Collected data entries:
════════════════════

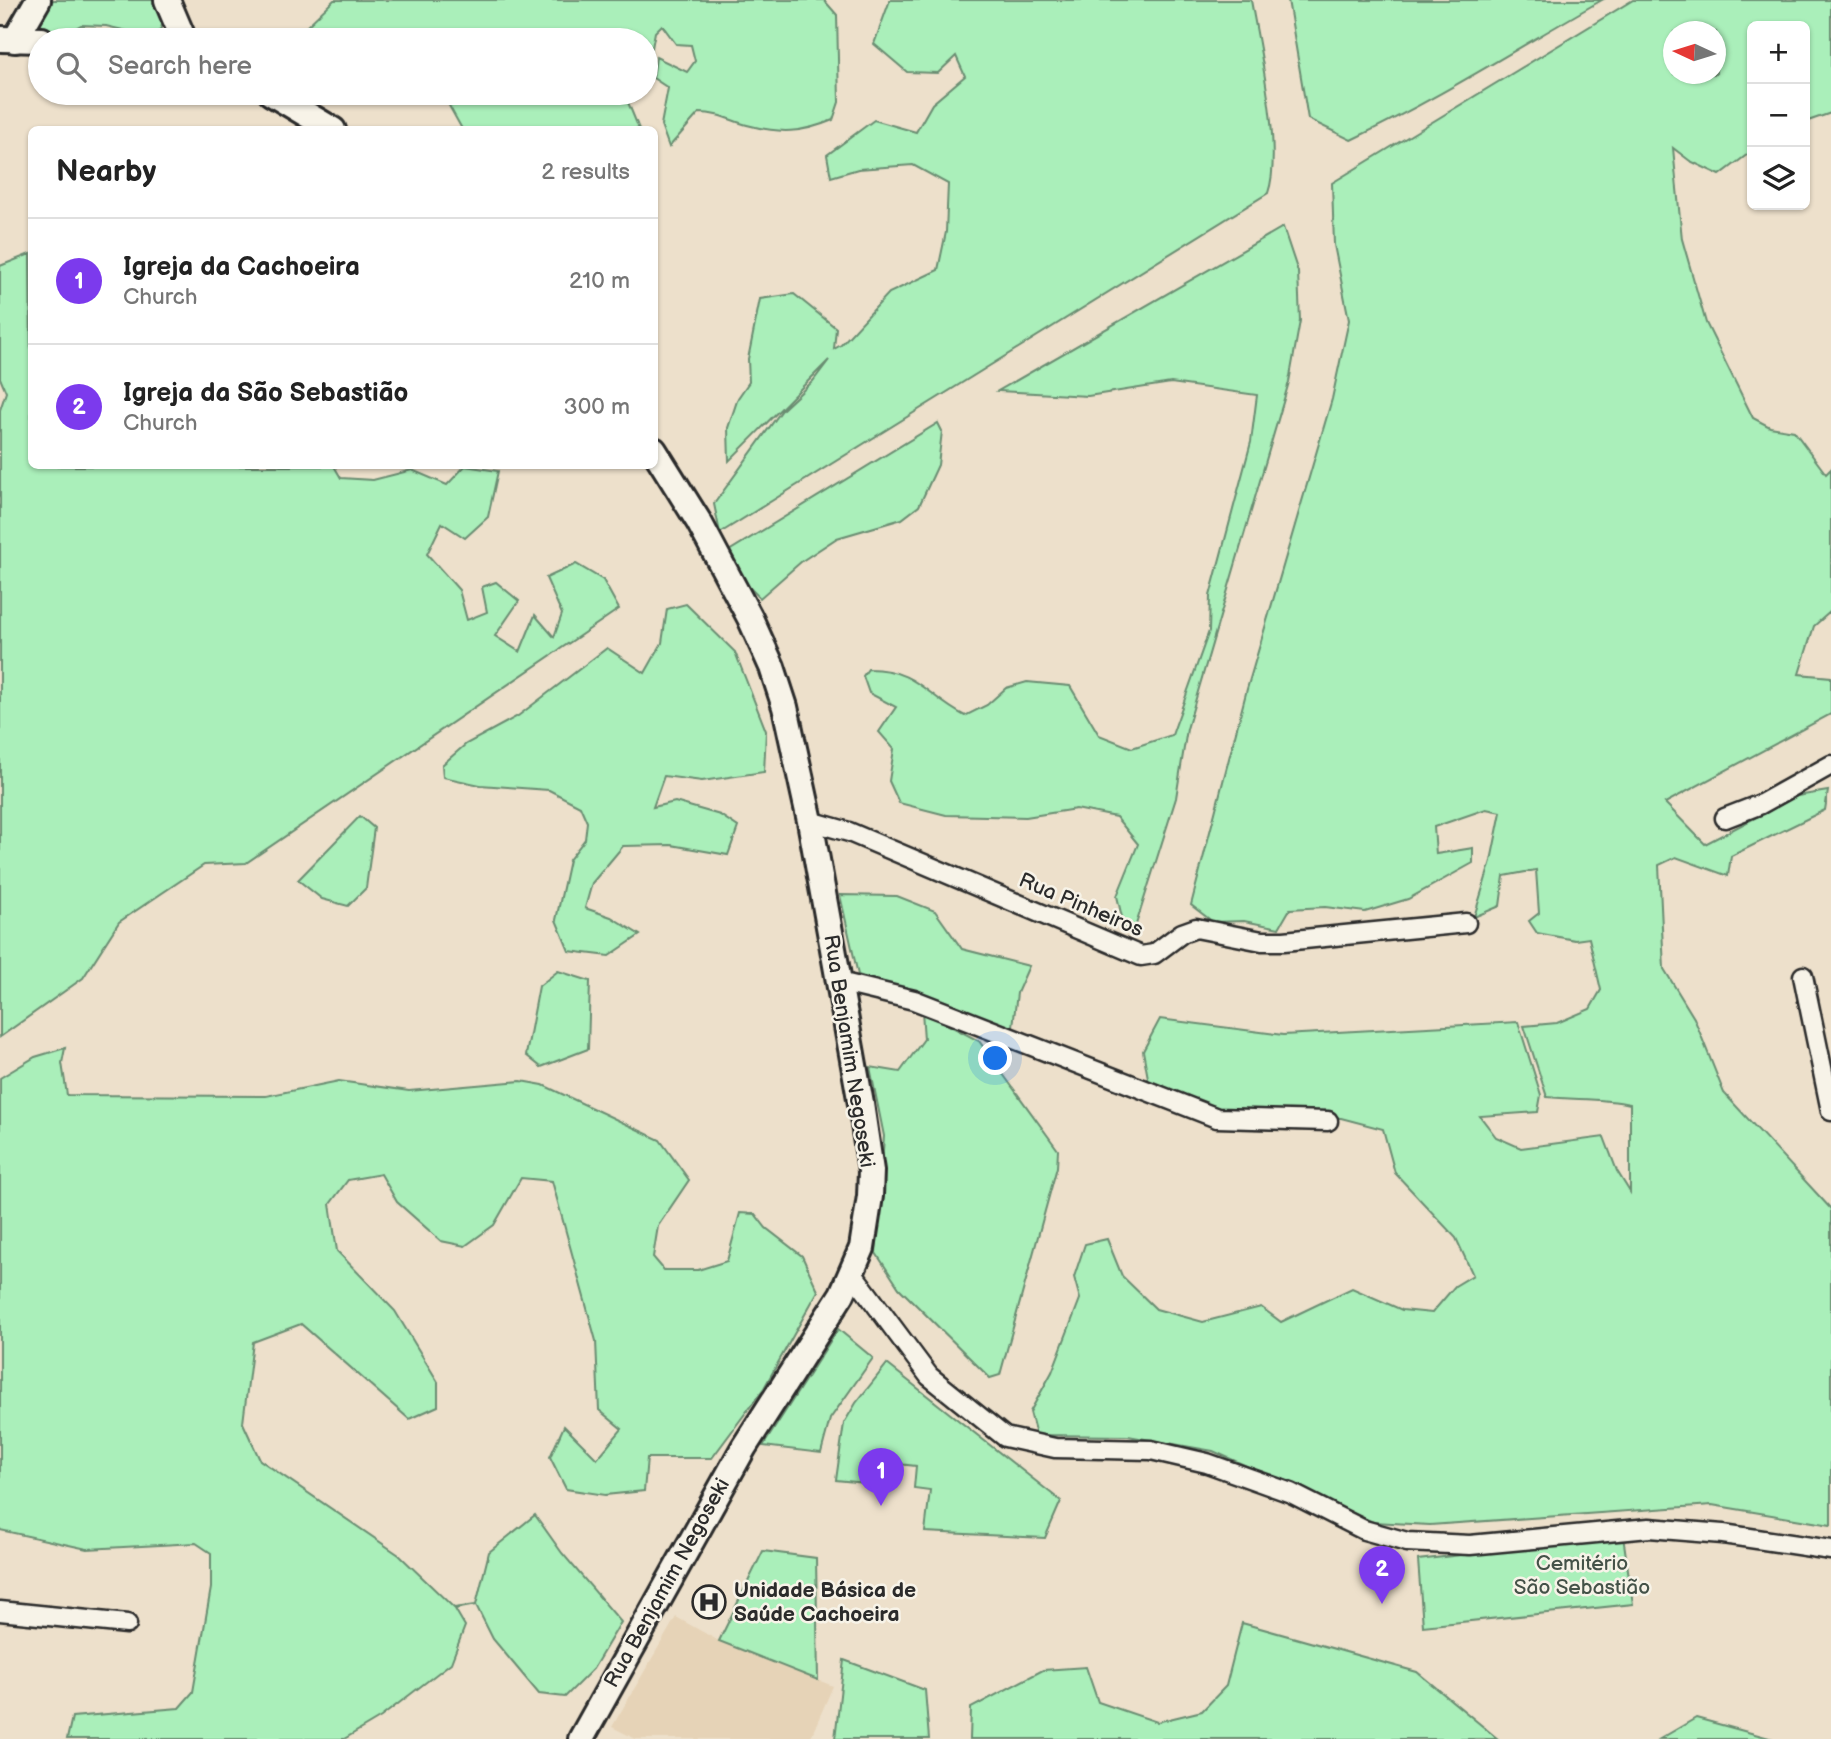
<!DOCTYPE html>
<html lang="en">
<head>
<meta charset="utf-8">
<style>
	body { margin:0; font-family:"Balsamiq Sans",sans-serif; background:#f2f2f2; color:#222 }
	.controls { position:absolute; right:21px; top:21px; display:grid; overflow:hidden; border-radius:10px; box-shadow:0 2px 5px #0004 }
	.controls button { width:63px; height:63px; display:grid; place-items:center; padding:0; border:0; border-bottom:2px solid #e0e0e0; background:#fff; color:#222; font:35px sans-serif }
	.compass { position:absolute; left:1663px; top:21px; width:63px; height:63px; border-radius:50%; background:#fff; box-shadow:0 2px 5px #0004; rotate:274deg }
	.you { position:absolute; left:996px; top:1059px; width:24px; height:24px; margin:-18px; border:5px solid #fff; border-radius:50%; background:#1a73e8; box-shadow:0 0 0 10px #1a73e833 }
	.badge { display:grid; place-items:center; width:46px; height:46px; border-radius:50%; background:#7c3aed; color:#fff; font-size:23px; font-weight:700 }
	.pin { position:absolute; translate:-50% -58px; filter:drop-shadow(0 2px 4px #0008) }
	.pin::after { content:''; position:absolute; top:37px; width:24px; height:21px; background:inherit; clip-path:polygon(0 0,100% 0,50% 100%) }
	.list { margin:0; padding:0; list-style:none }
	h2 { display:flex; justify-content:space-between; align-items:center; height:91px; margin:0; padding:0 28px; font-size:30px }
	h2 small { font-size:23px; font-weight:400; color:#767676 }
	.list li { display:grid; grid-template-columns:46px 1fr auto; gap:21px; align-items:center; box-sizing:border-box; height:126px; padding:0 28px; border-top:2px solid #e0e0e0 }
	.list b { display:block; font-size:26px; white-space:nowrap }
	.list p { margin:0; font-size:23px; white-space:nowrap; color:#767676 }
	.list em { font-size:23px; font-style:normal; color:#767676 }
	.icon { flex:none; width:38px; height:38px; fill:none; stroke:currentColor; stroke-width:2; stroke-linecap:round; stroke-linejoin:round }
	.map { position:relative; flex:none; width:1831px; height:1739px; overflow:hidden }
	.search { position:absolute; background:#fff; box-shadow:0 2px 5px #0004; left:28px; top:28px; width:630px; height:77px; display:flex; align-items:center; gap:18px; box-sizing:border-box; padding:0 24px; border-radius:38px; color:#767676; font-size:26px }
	.panel { position:absolute; background:#fff; box-shadow:0 2px 5px #0004; left:28px; top:126px; width:630px; height:343px; border-radius:10px }
	.map>svg:first-child { display:block }
	.built { fill:#e6d3b7 }
	.green { fill:#aaefba; stroke:#6a8d72; stroke-width:2; fill-rule:evenodd }
	.lines { fill:none; stroke-linecap:round; stroke-linejoin:round }
	.street-casing { stroke:#2b2b2b; stroke-width:23 }
	.secondary-casing { stroke:#2b2b2b; stroke-width:30 }
	.street { stroke:#f7f3e8; stroke-width:18 }
	.secondary { stroke:#f7f3e8; stroke-width:24 }
	.labels { text-anchor:middle; dominant-baseline:central; stroke-width:5; stroke-linejoin:round; paint-order:stroke }
	.street-label { font-size:21px; fill:#2b2b2b; stroke:#f7f3e8 }
	.park-label { font-size:21px; fill:#445248; stroke:#f7f3e8 }
	.poi-label { font-size:21px; font-weight:bold; fill:#2b2b2b; stroke:#f7f3e8; text-anchor:start }
</style>
</head>
<body>
<div class="map">
<svg width="1831" height="1739" viewBox="0 0 1831 1739">
	<rect width="100%" height="100%" fill="#ede0cb"/>
	<filter id="ink" filterUnits="userSpaceOnUse"><feTurbulence type="fractalNoise" baseFrequency=".0143" numOctaves="2"/><feDisplacementMap in="SourceGraphic" scale="14" xChannelSelector="R" yChannelSelector="G"/><feConvolveMatrix kernelMatrix="1 2 1 2 8 2 1 2 1" color-interpolation-filters="sRGB"/></filter>
	<g filter="url(#ink)">
		<path class="built" d="M 676,1617 L 719,1641 L 833,1686 L 810,1739 L 636,1739 L 612,1727 Z"/>
		<g class="green">
			<path d="M 53,0 L 159,0 C 162,16 168,27 152,37 L 106,26 L 81,25 L 67,33 L 33,32 Z"/>
			<path d="M 334,0 L 824,0 L 837,15 L 839,102 L 833,120 C 802,133 780,134 747,125 C 730,120 718,113 699,113 L 669,147 L 661,125 L 668,88 L 653,78 L 656,57 L 687,72 L 695,61 L 691,45 L 676,44 L 662,25 L 655,32 L 646,79 L 646,40 L 309,40 L 306,27 Z"/>
			<path d="M 890,0 L 1251,0 C 1259,47 1283,150 1268,193 L 720,533 L 714,504 L 782,410 L 813,381 L 829,360 L 729,461 L 728,428 L 738,398 L 749,382 L 748,359 L 760,299 L 794,294 L 836,328 L 834,349 L 841,345 L 889,293 L 938,270 L 946,232 L 948,184 L 913,165 L 858,169 L 831,177 L 827,155 L 874,120 L 916,132 L 932,104 L 965,76 L 956,56 L 938,73 L 907,72 L 874,44 Z"/>
			<path d="M 1288,0 L 1602,0 C 1519,47 1438,99 1351,140 L 1308,119 Z"/>
			<path d="M 1633,0 L 1831,0 L 1831,113 L 1805,122 L 1805,26 L 1752,26 L 1752,151 L 1720,175 L 1690,161 L 1673,148 L 1682,239 L 1706,323 L 1753,418 L 1770,427 L 1794,431 L 1826,474 L 1831,469 L 1831,611 L 1814,626 L 1799,674 L 1831,677 L 1831,714 L 1665,803 L 1705,844 L 1797,796 L 1828,791 L 1825,810 L 1731,856 L 1728,876 L 1676,857 L 1659,865 L 1664,969 L 1694,1018 L 1724,1093 L 1831,1209 L 1831,1525 L 1712,1505 L 1430,1525 L 1373,1522 L 1213,1451 L 1128,1436 L 1036,1435 L 1030,1412 L 1052,1372 L 1080,1299 L 1074,1277 L 1085,1244 L 1107,1239 L 1122,1276 L 1156,1309 L 1203,1322 L 1261,1307 L 1281,1322 L 1352,1288 L 1402,1310 L 1432,1313 L 1455,1286 L 1473,1275 L 1456,1238 L 1395,1173 L 1383,1129 L 1341,1118 L 1235,1114 L 1150,1089 L 1143,1051 L 1160,1019 L 1283,1035 L 1518,1022 L 1541,1095 L 1538,1112 L 1480,1116 L 1496,1137 L 1521,1148 L 1604,1137 L 1617,1171 L 1630,1192 L 1630,1104 C 1602,1098 1575,1100 1547,1097 L 1524,1026 L 1557,1023 L 1590,1009 L 1601,990 L 1589,938 L 1575,940 L 1537,933 L 1529,921 L 1539,913 L 1536,870 L 1504,876 L 1500,906 L 1474,917 L 1491,861 L 1501,812 L 1486,809 L 1434,827 L 1436,854 L 1473,848 L 1473,863 L 1408,899 L 1365,912 L 1325,907 L 1290,909 L 1279,928 L 1244,921 L 1213,922 L 1191,905 L 1247,689 L 1332,399 L 1349,320 L 1334,245 L 1332,183 ZM 1674,32 L 1716,32 L 1716,74 L 1674,74 Z"/>
			<path d="M 442,93 L 629,93 L 625,95 L 639,129 L 603,129 L 578,123 L 578,129 L 462,129 Z"/>
			<path d="M 1283,227 L 1298,272 L 1300,321 L 1289,382 L 1187,729 L 1176,798 L 1134,931 L 1125,930 L 1117,896 L 1138,844 L 1116,817 L 1076,809 L 1026,817 L 946,815 L 899,803 L 889,781 L 894,749 L 879,732 L 896,707 L 869,693 L 863,676 L 868,669 C 917,669 926,696 965,716 L 987,705 L 1006,688 L 1027,682 L 1070,686 L 1099,735 L 1132,748 L 1172,735 L 1209,631 L 1210,596 L 1251,442 L 1257,395 L 1171,383 L 1088,396 L 998,391 Z"/>
			<path d="M 30,254 L 32,466 L 334,466 L 341,478 L 373,480 L 412,470 L 447,485 L 465,466 L 498,471 L 488,517 L 465,538 L 442,523 L 427,554 L 459,590 L 467,620 L 487,612 L 482,587 L 496,582 L 519,601 L 495,636 L 520,652 L 535,615 L 554,637 L 562,614 L 546,578 L 576,564 L 603,580 L 619,609 L 246,863 L 204,865 L 119,922 L 83,978 L 0,1037 L 0,410 L 6,392 L 0,378 L 0,266 Z"/>
			<path d="M 938,423 L 942,431 L 938,465 L 919,506 L 902,519 L 837,538 L 802,561 L 760,598 L 738,576 L 729,551 Z"/>
			<path d="M 686,604 L 735,652 L 766,731 L 764,772 L 702,781 L 664,776 L 653,807 L 675,802 L 720,815 L 738,827 L 728,855 L 671,845 L 623,846 L 592,883 L 585,908 L 611,917 L 640,935 L 609,956 L 569,951 L 556,920 L 569,860 L 585,839 L 587,822 L 580,806 L 549,790 L 480,785 L 443,777 L 442,765 L 466,744 L 518,716 L 607,648 L 645,673 L 662,643 L 667,609 Z"/>
			<path d="M 360,816 L 374,828 L 366,888 L 348,906 L 322,899 L 298,880 Z"/>
			<path d="M 840,895 L 897,896 L 935,911 L 962,949 L 1029,966 L 1017,993 L 1012,1035 L 940,1001 L 858,975 Z"/>
			<path d="M 558,971 L 590,981 L 588,1049 L 541,1067 L 526,1055 L 539,986 Z"/>
			<path d="M 922,1011 L 979,1041 L 1058,1150 L 1057,1167 L 1000,1375 L 990,1378 L 899,1288 L 876,1253 L 884,1136 L 870,1067 L 900,1072 L 924,1039 Z"/>
			<path d="M 65,1048 L 62,1063 L 67,1095 L 266,1096 L 339,1081 L 409,1091 L 521,1081 L 543,1085 L 660,1140 L 689,1180 L 658,1226 L 653,1257 L 664,1270 L 698,1270 L 727,1261 L 740,1213 L 755,1214 L 766,1228 L 802,1256 L 818,1291 L 764,1388 L 712,1458 L 647,1458 L 644,1491 L 605,1495 L 566,1489 L 550,1457 L 564,1426 L 597,1459 L 622,1429 L 599,1410 L 596,1341 L 552,1181 L 521,1178 L 494,1225 L 465,1246 L 441,1241 L 397,1202 L 381,1174 L 348,1180 L 330,1204 L 337,1251 L 395,1311 L 438,1382 L 438,1406 L 409,1419 L 301,1324 L 253,1342 L 243,1423 L 260,1460 L 399,1555 L 454,1608 L 476,1605 L 489,1552 L 535,1515 L 562,1553 L 621,1622 L 593,1669 L 565,1697 L 539,1694 L 493,1639 L 476,1605 L 455,1609 L 465,1626 L 451,1663 L 381,1717 L 344,1739 L 67,1739 L 72,1717 L 179,1708 L 193,1692 L 211,1588 L 211,1553 L 196,1543 L 87,1549 L 0,1530 L 0,1078 L 35,1057 Z"/>
			<path d="M 838,1329 L 873,1358 L 830,1419 L 821,1453 L 763,1446 Z"/>
			<path d="M 887,1364 L 1061,1501 L 1045,1538 L 925,1532 L 930,1490 L 914,1488 L 916,1466 L 889,1463 L 886,1485 L 836,1480 L 844,1423 L 856,1403 Z"/>
			<path d="M 1623,1536 L 1633,1604 L 1423,1626 L 1418,1560 Z"/>
			<path d="M 763,1551 L 816,1558 L 818,1680 L 719,1641 Z"/>
			<path d="M 1242,1623 L 1417,1672 L 1498,1739 L 970,1739 L 971,1708 L 1043,1670 L 1086,1667 L 1098,1702 L 1157,1722 L 1202,1711 L 1226,1686 Z"/>
			<path d="M 844,1660 L 925,1690 L 929,1739 L 835,1739 Z"/>
			<path d="M 1696,1718 L 1773,1739 L 1660,1739 Z"/>
		</g>
		<g class="lines">
			<defs>
				<g id="street">
					<path d="M 1725,818 L 1761,804 L 1831,765"/>
					<path d="M 810,821 L 849,832 L 1141,956 L 1154,954 L 1182,933 L 1196,928 L 1262,941 L 1284,941 L 1466,923"/>
					<path d="M 1803,976 L 1831,1111"/>
					<path d="M 839,982 L 914,1000 L 1217,1118 L 1328,1121"/>
					<path d="M 853,1274 L 929,1376 L 1005,1437 L 1055,1448 L 1151,1450 L 1207,1463 L 1291,1493 L 1364,1530 L 1407,1542 L 1470,1545 L 1649,1528 L 1723,1534 L 1831,1550"/>
					<path d="M 0,1611 L 127,1624"/>
				</g>
				<g id="secondary">
					<path d="M 167,0 L 184,40"/>
					<path d="M 1,39 L 42,40"/>
					<path d="M 15,40 L 38,0"/>
					<path d="M 271,93 L 333,130"/>
					<path d="M 581,1739 L 744,1447 L 842,1294 L 862,1248 L 870,1196 L 871,1171 L 861,1104 L 810,821 L 785,707 L 772,667 L 750,618 L 699,522 L 654,450"/>
				</g>
			</defs>
			<use href="#street" class="street-casing"/>
			<use href="#secondary" class="secondary-casing"/>
			<use href="#street" class="street"/>
			<use href="#secondary" class="secondary"/>
		</g>
	</g>
	<defs>
		<symbol id="hospital-ring" viewBox="-11 -11 22 22"><circle r="9.5" fill="#f7f3e8" stroke="#2b2b2b" stroke-width="1.5"/><path d="M-5-5h3v3.5h4V-5h3V5h-3V1.5h-4V5h-3Z" fill="#2b2b2b"/></symbol>
	</defs>
	<g fill-rule="evenodd">
		<use href="#hospital-ring" x="690" y="1583" width="38" height="38"/>
	</g>
	<g class="labels">
		<g class="street-label">
			<text transform="translate(1081 905) rotate(23)">Rua Pinheiros</text>
			<text transform="translate(849 1051) rotate(81)">Rua Benjamim Negoseki</text>
			<text transform="translate(667 1583) rotate(-61)">Rua Benjamim Negoseki</text>
		</g>
		<g class="park-label">
			<text x="1582" y="1563">Cemitério<tspan x="1582" dy="24">São Sebastião</tspan></text>
		</g>
		<g class="poi-label">
			<text x="734" y="1590">Unidade Básica de<tspan x="734" dy="24">Saúde Cachoeira</tspan></text>
		</g>
	</g>
</svg>
<div class="controls">
<button>+</button>
<button>−</button>
<button><svg class="icon" aria-label="layers" viewBox="0 0 24 24"><path d="M12 4l9 5-9 5-9-5zM3 14l9 5 9-5"/></svg></button>
</div>
<svg class="compass" viewBox="-18 -18 36 36"><path d="M0-13l5 13h-10z" fill="#e53935"/><path d="M0 13l5-13h-10z" fill="#767676"/></svg>
<div class="you"></div>
<div class="pin badge" style="left:881px;top:1506px">1</div>
<div class="pin badge" style="left:1382px;top:1604px">2</div>
<div class="search"><svg class="icon" aria-label="search" viewBox="0 0 24 24"><circle cx="10" cy="10" r="6"/><path d="M15 15l6 6"/></svg>Search here</div>
<section class="panel">
<h2>Nearby<small>2 results</small></h2>
<ul class="list">
<li><span class="badge">1</span><div><b>Igreja da Cachoeira</b><p>Church</p></div><em>210 m</em></li>
<li><span class="badge">2</span><div><b>Igreja da São Sebastião</b><p>Church</p></div><em>300 m</em></li>
</ul>
</section>
</div>
</body>
</html>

════════════════════

Transcribe the lines above between the line holding "922,1011 L 979,1041" and the line holding "838,1329 L 873,1358", inclusive, exactly as they stand and with nothing added.

			<path d="M 922,1011 L 979,1041 L 1058,1150 L 1057,1167 L 1000,1375 L 990,1378 L 899,1288 L 876,1253 L 884,1136 L 870,1067 L 900,1072 L 924,1039 Z"/>
			<path d="M 65,1048 L 62,1063 L 67,1095 L 266,1096 L 339,1081 L 409,1091 L 521,1081 L 543,1085 L 660,1140 L 689,1180 L 658,1226 L 653,1257 L 664,1270 L 698,1270 L 727,1261 L 740,1213 L 755,1214 L 766,1228 L 802,1256 L 818,1291 L 764,1388 L 712,1458 L 647,1458 L 644,1491 L 605,1495 L 566,1489 L 550,1457 L 564,1426 L 597,1459 L 622,1429 L 599,1410 L 596,1341 L 552,1181 L 521,1178 L 494,1225 L 465,1246 L 441,1241 L 397,1202 L 381,1174 L 348,1180 L 330,1204 L 337,1251 L 395,1311 L 438,1382 L 438,1406 L 409,1419 L 301,1324 L 253,1342 L 243,1423 L 260,1460 L 399,1555 L 454,1608 L 476,1605 L 489,1552 L 535,1515 L 562,1553 L 621,1622 L 593,1669 L 565,1697 L 539,1694 L 493,1639 L 476,1605 L 455,1609 L 465,1626 L 451,1663 L 381,1717 L 344,1739 L 67,1739 L 72,1717 L 179,1708 L 193,1692 L 211,1588 L 211,1553 L 196,1543 L 87,1549 L 0,1530 L 0,1078 L 35,1057 Z"/>
			<path d="M 838,1329 L 873,1358 L 830,1419 L 821,1453 L 763,1446 Z"/>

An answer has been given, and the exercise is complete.